Look for the string "label" in the data below, and copy each line that holds it.
==== DATASET RECORDS ====
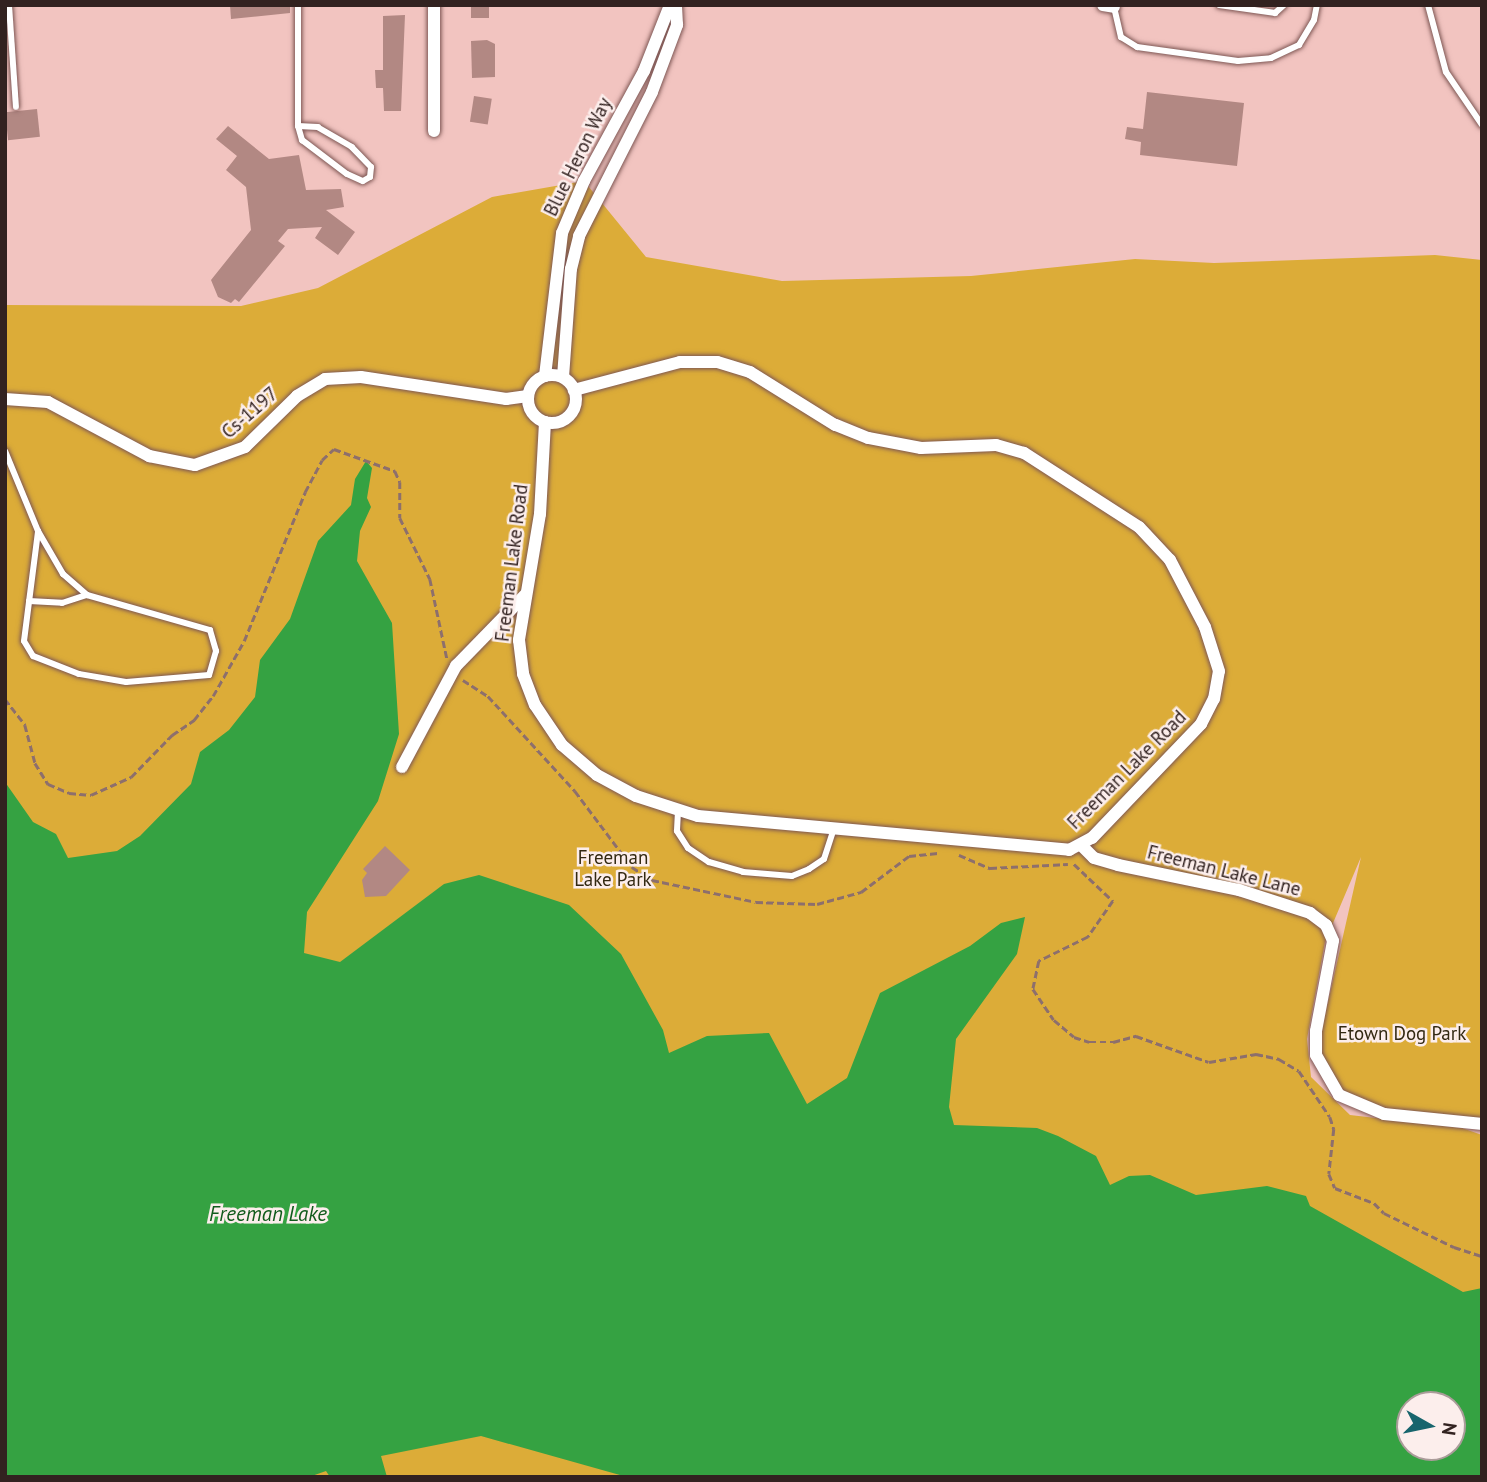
<!DOCTYPE html>
<html>
<head>
<meta charset="utf-8">
<style>
	body { margin:0 }
	#map { position:relative; width:1487px; height:1482px; overflow:hidden; background:#f2c4c0; font-family:"PT Sans",sans-serif }
	div>[style] { position:absolute }
	.green>* { inset:0; background:#dcac38 }
	.water>* { inset:0; background:#35a242 }
	.building>* { inset:0; background:#b28883; transform-origin:0 0 }
	.path>* { height:2.5px; margin-top:-1.25px; transform-origin:0; background:repeating-linear-gradient(90deg,#8d6f6c 0 7px,transparent 0 10.5px) }
	.roads { filter:drop-shadow(0 0 2px #7e5754) drop-shadow(0 0 2px #7e5754) }
	.lane>* { height:6px; margin:-3px; padding:0 3px; transform-origin:3px; border-radius:3px; background:#fff }
	.street>* { height:12px; margin:-6px; padding:0 6px; transform-origin:6px; border-radius:6px; background:#fff }
	.street>.ring { margin:-6px; padding:0; box-sizing:content-box; background:none; border:12px solid #fff; border-radius:50% }
	span { translate:-50% -50%; white-space:nowrap; text-align:center; line-height:1.15; -webkit-text-stroke:5px #fceeec; paint-order:stroke }
	.street-label { font-size:19px; color:#322220 }
	.park-label { font-size:19px; color:#332912 }
	.water-label { font-size:21px; color:#115b1c; font-style:italic }
	.frame { position:absolute; inset:0; border:7px solid #322220; pointer-events:none }
	.north { position:absolute; left:1396px; top:1391px; width:70px; height:70px; box-sizing:border-box; background:#fceeec; border:2px solid #ab9c9a; border-radius:50%; rotate:99deg; font-size:19px; font-weight:700; line-height:28px; text-align:center; color:#322220 }
	.north::after { content:''; display:block; margin:auto; width:24px; height:32px; background:#18656d; clip-path:polygon(50% 0,100% 100%,50% 72%,0 100%) }
</style>
</head>
<body>
<div id="map">
	<div class="green">
		<i style="clip-path:polygon(evenodd,584px 181px,646px 257px,782px 281px,971px 276px,1135px 259px,1214px 263px,1435px 255px,1482px 260px,1482px 1126px,1384px 1114px,1339px 1095px,1316px 1055px,1361px 857px,1325px 942px,1307px 1039px,1311px 1077px,1350px 1115px,1462px 1128px,1482px 1135px,1482px 1477px,5px 1477px,5px 305px,241px 306px,318px 288px,492px 197px,584px 181px,1410px 1405px,1452px 1405px,1452px 1447px,1410px 1447px,1410px 1405px)"></i>
	</div>
	<div class="water">
		<i style="clip-path:polygon(evenodd,366px 461px,372px 468px,367px 498px,371px 507px,360px 531px,357px 561px,392px 623px,399px 734px,378px 801px,307px 912px,304px 953px,340px 962px,444px 884px,479px 875px,569px 905px,621px 954px,663px 1030px,669px 1053px,707px 1036px,769px 1033px,807px 1104px,847px 1078px,880px 993px,970px 946px,1001px 923px,1025px 917px,1017px 954px,956px 1039px,949px 1107px,954px 1125px,1037px 1128px,1058px 1136px,1096px 1156px,1110px 1185px,1129px 1176px,1150px 1175px,1196px 1195px,1267px 1186px,1306px 1196px,1310px 1206px,1463px 1292px,1482px 1288px,1482px 1477px,627px 1477px,481px 1436px,381px 1456px,387px 1477px,330px 1477px,326px 1471px,309px 1477px,5px 1477px,5px 782px,33px 822px,56px 834px,68px 858px,117px 851px,140px 836px,191px 784px,200px 752px,229px 730px,255px 697px,260px 660px,290px 619px,318px 541px,351px 505px,355px 479px,366px 461px,1410px 1405px,1452px 1405px,1452px 1447px,1410px 1447px,1410px 1405px)"></i>
	</div>
	<div class="building">
		<i style="clip-path:polygon(230px 5px,290px 5px,290px 13px,231px 19px)"></i>
		<i style="left:471px;top:5px;width:18px;height:13px"></i>
		<i style="clip-path:polygon(405px 15px,401px 111px,384px 111px,383px 88px,376px 88px,375px 70px,383px 70px,383px 16px)"></i>
		<i style="clip-path:polygon(487px 40px,495px 44px,495px 77px,472px 78px,471px 41px)"></i>
		<i style="clip-path:polygon(1147px 92px,1244px 103px,1237px 166px,1140px 155px,1141px 142px,1125px 139px,1127px 127px,1143px 129px)"></i>
		<i style="left:474px;top:96px;width:18px;height:26px;rotate:9deg"></i>
		<i style="left:37px;top:109px;width:28px;height:32px;rotate:84deg"></i>
		<i style="clip-path:polygon(228px 126px,269px 159px,299px 155px,306px 190px,341px 189px,344px 207px,326px 210px,355px 232px,338px 255px,315px 238px,322px 227px,288px 229px,278px 241px,285px 246px,239px 302px,235px 299px,231px 303px,218px 297px,211px 280px,251px 230px,246px 187px,226px 170px,237px 156px,216px 139px)"></i>
		<i style="clip-path:polygon(385px 846px,410px 870px,386px 896px,365px 897px,362px 880px,367px 873px,363px 869px)"></i>
	</div>
	<div class="path">
		<i style="left:463px;top:680px;width:30px;rotate:33deg"></i>
		<i style="left:488px;top:696px;width:129px;rotate:47.5deg"></i>
		<i style="left:575px;top:791px;width:95px;rotate:53.1deg"></i>
		<i style="left:632px;top:867px;width:24px;rotate:33deg"></i>
		<i style="left:652px;top:880px;width:106px;rotate:11.9deg"></i>
		<i style="left:756px;top:902px;width:61px;rotate:1.9deg"></i>
		<i style="left:817px;top:904px;width:46px;rotate:-15.3deg"></i>
		<i style="left:861px;top:892px;width:60px;rotate:-36.9deg"></i>
		<i style="left:909px;top:856px;width:29px;rotate:-6deg"></i>
		<i style="left:5px;top:699px;width:33px;rotate:52deg"></i>
		<i style="left:25px;top:725px;width:39px;rotate:75deg"></i>
		<i style="left:35px;top:763px;width:25px;rotate:58deg"></i>
		<i style="left:48px;top:784px;width:23px;rotate:23deg"></i>
		<i style="left:69px;top:793px;width:22px;rotate:5deg"></i>
		<i style="left:91px;top:795px;width:44px;rotate:-24.2deg"></i>
		<i style="left:131px;top:777px;width:59px;rotate:-45.7deg"></i>
		<i style="left:172px;top:735px;width:27px;rotate:-34deg"></i>
		<i style="left:194px;top:720px;width:31px;rotate:-52deg"></i>
		<i style="left:213px;top:696px;width:63px;rotate:-60.6deg"></i>
		<i style="left:244px;top:641px;width:161px;rotate:-67.7deg"></i>
		<i style="left:305px;top:492px;width:36px;rotate:-62deg"></i>
		<i style="left:322px;top:460px;width:16px;rotate:-43deg"></i>
		<i style="left:334px;top:449px;width:65px;rotate:19.8deg"></i>
		<i style="left:395px;top:471px;width:12px;rotate:66deg"></i>
		<i style="left:400px;top:482px;width:36px;rotate:90deg"></i>
		<i style="left:400px;top:518px;width:68px;rotate:63.8deg"></i>
		<i style="left:430px;top:579px;width:81px;rotate:77.9deg"></i>
		<i style="left:959px;top:855px;width:34px;rotate:23deg"></i>
		<i style="left:990px;top:868px;width:78px;rotate:-2.9deg"></i>
		<i style="left:1074px;top:864px;width:54px;rotate:43.5deg"></i>
		<i style="left:1113px;top:901px;width:44px;rotate:124.8deg"></i>
		<i style="left:1088px;top:937px;width:55px;rotate:153.9deg"></i>
		<i style="left:1039px;top:961px;width:29px;rotate:102deg"></i>
		<i style="left:1033px;top:989px;width:37px;rotate:56deg"></i>
		<i style="left:1054px;top:1020px;width:26px;rotate:40deg"></i>
		<i style="left:1074px;top:1037px;width:16px;rotate:18deg"></i>
		<i style="left:1089px;top:1042px;width:24px"></i>
		<i style="left:1113px;top:1042px;width:24px;rotate:-15deg"></i>
		<i style="left:1136px;top:1036px;width:77px;rotate:19.6deg"></i>
		<i style="left:1209px;top:1062px;width:48px;rotate:-9.7deg"></i>
		<i style="left:1256px;top:1054px;width:24px;rotate:12deg"></i>
		<i style="left:1279px;top:1059px;width:23px;rotate:31deg"></i>
		<i style="left:1299px;top:1071px;width:55px;rotate:56deg"></i>
		<i style="left:1330px;top:1117px;width:13px;rotate:72deg"></i>
		<i style="left:1334px;top:1129px;width:45px;rotate:96.3deg"></i>
		<i style="left:1329px;top:1174px;width:15px;rotate:67deg"></i>
		<i style="left:1335px;top:1188px;width:42px;rotate:21deg"></i>
		<i style="left:1374px;top:1203px;width:14px;rotate:45deg"></i>
		<i style="left:1384px;top:1213px;width:78px;rotate:25.9deg"></i>
		<i style="left:1454px;top:1247px;width:29px;rotate:18deg"></i>
	</div>
	<div class="roads">
		<div class="lane">
			<i style="left:9px;top:5px;width:102px;rotate:86.1deg"></i>
			<i style="left:298px;top:5px;width:121px;rotate:90deg"></i>
			<i style="left:298px;top:126px;width:15px;rotate:74deg"></i>
			<i style="left:302px;top:140px;width:56px;rotate:37.1deg"></i>
			<i style="left:347px;top:174px;width:17px;rotate:24deg"></i>
			<i style="left:363px;top:181px;width:8px;rotate:-30deg"></i>
			<i style="left:370px;top:177px;width:10px;rotate:-84deg"></i>
			<i style="left:371px;top:167px;width:28px;rotate:-134deg"></i>
			<i style="left:352px;top:147px;width:39px;rotate:-150deg"></i>
			<i style="left:318px;top:127px;width:20px;rotate:-177deg"></i>
			<i style="left:1219px;top:5px;width:57px;rotate:8.1deg"></i>
			<i style="left:1275px;top:13px;width:12px;rotate:-42deg"></i>
			<i style="left:1428px;top:5px;width:69px;rotate:75deg"></i>
			<i style="left:1446px;top:72px;width:64px;rotate:55.8deg"></i>
			<i style="left:1114px;top:7px;width:31px;rotate:77deg"></i>
			<i style="left:1121px;top:37px;width:19px;rotate:32deg"></i>
			<i style="left:1137px;top:47px;width:102px;rotate:7.9deg"></i>
			<i style="left:1238px;top:61px;width:33px;rotate:-5deg"></i>
			<i style="left:1271px;top:58px;width:31px;rotate:-25deg"></i>
			<i style="left:1299px;top:45px;width:29px;rotate:-59deg"></i>
			<i style="left:1314px;top:20px;width:15px;rotate:-79deg"></i>
			<i style="left:5px;top:451px;width:87px;rotate:67.6deg"></i>
			<i style="left:38px;top:531px;width:50px;rotate:59.8deg"></i>
			<i style="left:63px;top:574px;width:32px;rotate:41deg"></i>
			<i style="left:87px;top:595px;width:128px;rotate:15.9deg"></i>
			<i style="left:210px;top:630px;width:22px;rotate:74deg"></i>
			<i style="left:216px;top:651px;width:25px;rotate:106deg"></i>
			<i style="left:209px;top:675px;width:83px;rotate:175.2deg"></i>
			<i style="left:126px;top:682px;width:48px;rotate:-170.3deg"></i>
			<i style="left:79px;top:674px;width:49px;rotate:-158.6deg"></i>
			<i style="left:33px;top:656px;width:17px;rotate:-121deg"></i>
			<i style="left:24px;top:641px;width:111px;rotate:-82.7deg"></i>
			<i style="left:29px;top:601px;width:33px;rotate:3deg"></i>
			<i style="left:62px;top:603px;width:26px;rotate:-18deg"></i>
			<i style="left:678px;top:811px;width:20px;rotate:93deg"></i>
			<i style="left:677px;top:831px;width:20px;rotate:57deg"></i>
			<i style="left:688px;top:848px;width:25px;rotate:34deg"></i>
			<i style="left:709px;top:862px;width:35px;rotate:16deg"></i>
			<i style="left:743px;top:872px;width:49px;rotate:4.7deg"></i>
			<i style="left:792px;top:876px;width:18px;rotate:-22deg"></i>
			<i style="left:809px;top:869px;width:18px;rotate:-34deg"></i>
			<i style="left:824px;top:859px;width:32px;rotate:-72deg"></i>
		</div>
		<div class="street">
			<i style="left:434px;top:5px;width:126px;rotate:90deg"></i>
			<i style="left:1103px;top:5px;width:11px;rotate:10deg"></i>
			<i class="ring" style="left:528px;top:375px;width:36px;height:36px"></i>
			<i style="left:545px;top:376px;width:144px;rotate:-83.2deg"></i>
			<i style="left:562px;top:233px;width:56px;rotate:-67.1deg"></i>
			<i style="left:584px;top:181px;width:125px;rotate:-61.4deg"></i>
			<i style="left:644px;top:71px;width:71px;rotate:-68.5deg"></i>
			<i style="left:563px;top:377px;width:108px;rotate:-85.8deg"></i>
			<i style="left:571px;top:269px;width:34px;rotate:-76deg"></i>
			<i style="left:579px;top:236px;width:161px;rotate:-63.1deg"></i>
			<i style="left:652px;top:92px;width:72px;rotate:-69.5deg"></i>
			<i style="left:677px;top:25px;width:20px;rotate:-93deg"></i>
			<i style="left:5px;top:399px;width:43px;rotate:4deg"></i>
			<i style="left:48px;top:402px;width:115px;rotate:28.1deg"></i>
			<i style="left:149px;top:456px;width:47px;rotate:11.1deg"></i>
			<i style="left:195px;top:465px;width:53px;rotate:-19.8deg"></i>
			<i style="left:245px;top:447px;width:73px;rotate:-44.4deg"></i>
			<i style="left:297px;top:396px;width:33px;rotate:-31deg"></i>
			<i style="left:325px;top:379px;width:36px;rotate:-3deg"></i>
			<i style="left:361px;top:377px;width:147px;rotate:8.6deg"></i>
			<i style="left:506px;top:399px;width:22px;rotate:-8deg"></i>
			<i style="left:545px;top:422px;width:92px;rotate:93.1deg"></i>
			<i style="left:540px;top:514px;width:128px;rotate:99.5deg"></i>
			<i style="left:519px;top:640px;width:34px;rotate:83deg"></i>
			<i style="left:523px;top:674px;width:33px;rotate:69deg"></i>
			<i style="left:535px;top:705px;width:48px;rotate:56deg"></i>
			<i style="left:562px;top:745px;width:46px;rotate:40.6deg"></i>
			<i style="left:597px;top:775px;width:44px;rotate:28.3deg"></i>
			<i style="left:636px;top:796px;width:65px;rotate:17.9deg"></i>
			<i style="left:698px;top:816px;width:373px;rotate:5.2deg"></i>
			<i style="left:1069px;top:850px;width:26px;rotate:-28deg"></i>
			<i style="left:1092px;top:838px;width:158px;rotate:-46.3deg"></i>
			<i style="left:1201px;top:724px;width:28px;rotate:-63deg"></i>
			<i style="left:1214px;top:699px;width:28px;rotate:-80deg"></i>
			<i style="left:1219px;top:671px;width:46px;rotate:-107.7deg"></i>
			<i style="left:1205px;top:627px;width:76px;rotate:-117.6deg"></i>
			<i style="left:1170px;top:560px;width:45px;rotate:-133.2deg"></i>
			<i style="left:1139px;top:527px;width:137px;rotate:-147.2deg"></i>
			<i style="left:1024px;top:453px;width:29px;rotate:-164deg"></i>
			<i style="left:996px;top:445px;width:75px;rotate:177.7deg"></i>
			<i style="left:921px;top:448px;width:54px;rotate:-169.3deg"></i>
			<i style="left:868px;top:438px;width:35px;rotate:-158deg"></i>
			<i style="left:835px;top:425px;width:100px;rotate:-148.1deg"></i>
			<i style="left:750px;top:372px;width:34px;rotate:-163deg"></i>
			<i style="left:717px;top:362px;width:37px;rotate:180deg"></i>
			<i style="left:680px;top:362px;width:110px;rotate:165.2deg"></i>
			<i style="left:402px;top:767px;width:115px;rotate:-61.9deg"></i>
			<i style="left:456px;top:666px;width:100px;rotate:-45.8deg"></i>
			<i style="left:1081px;top:845px;width:18px;rotate:45deg"></i>
			<i style="left:1094px;top:858px;width:25px;rotate:16deg"></i>
			<i style="left:1118px;top:865px;width:124px;rotate:11.7deg"></i>
			<i style="left:1239px;top:890px;width:75px;rotate:17.9deg"></i>
			<i style="left:1310px;top:913px;width:20px;rotate:37deg"></i>
			<i style="left:1326px;top:925px;width:17px;rotate:66deg"></i>
			<i style="left:1333px;top:941px;width:92px;rotate:100.7deg"></i>
			<i style="left:1316px;top:1031px;width:24px;rotate:90deg"></i>
			<i style="left:1316px;top:1055px;width:46px;rotate:60.1deg"></i>
			<i style="left:1339px;top:1095px;width:49px;rotate:22.9deg"></i>
			<i style="left:1384px;top:1114px;width:99px;rotate:5.8deg"></i>
		</div>
	</div>
	<div class="street-label">
		<span style="left:578px;top:157px;rotate:-64deg">Blue Heron Way</span>
		<span style="left:250px;top:413px;rotate:-41deg">Cs-1197</span>
		<span style="left:512px;top:563px;rotate:-83deg">Freeman Lake Road</span>
		<span style="left:1127px;top:770px;rotate:-45deg">Freeman Lake Road</span>
		<span style="left:1224px;top:871px;rotate:14deg">Freeman Lake Lane</span>
	</div>
	<div class="park-label">
		<span style="left:613px;top:869px">Freeman<br>Lake Park</span>
		<span style="left:1402px;top:1034px">Etown Dog Park</span>
	</div>
	<div class="water-label">
		<span style="left:268px;top:1214px">Freeman Lake</span>
	</div>
	<div class="frame"></div>
	<div class="north">N</div>
</div>
</body>
</html>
====
EXPECTED ANSWER:
	.street-label { font-size:19px; color:#322220 }
	.park-label { font-size:19px; color:#332912 }
	.water-label { font-size:21px; color:#115b1c; font-style:italic }
	<div class="street-label">
	<div class="park-label">
	<div class="water-label">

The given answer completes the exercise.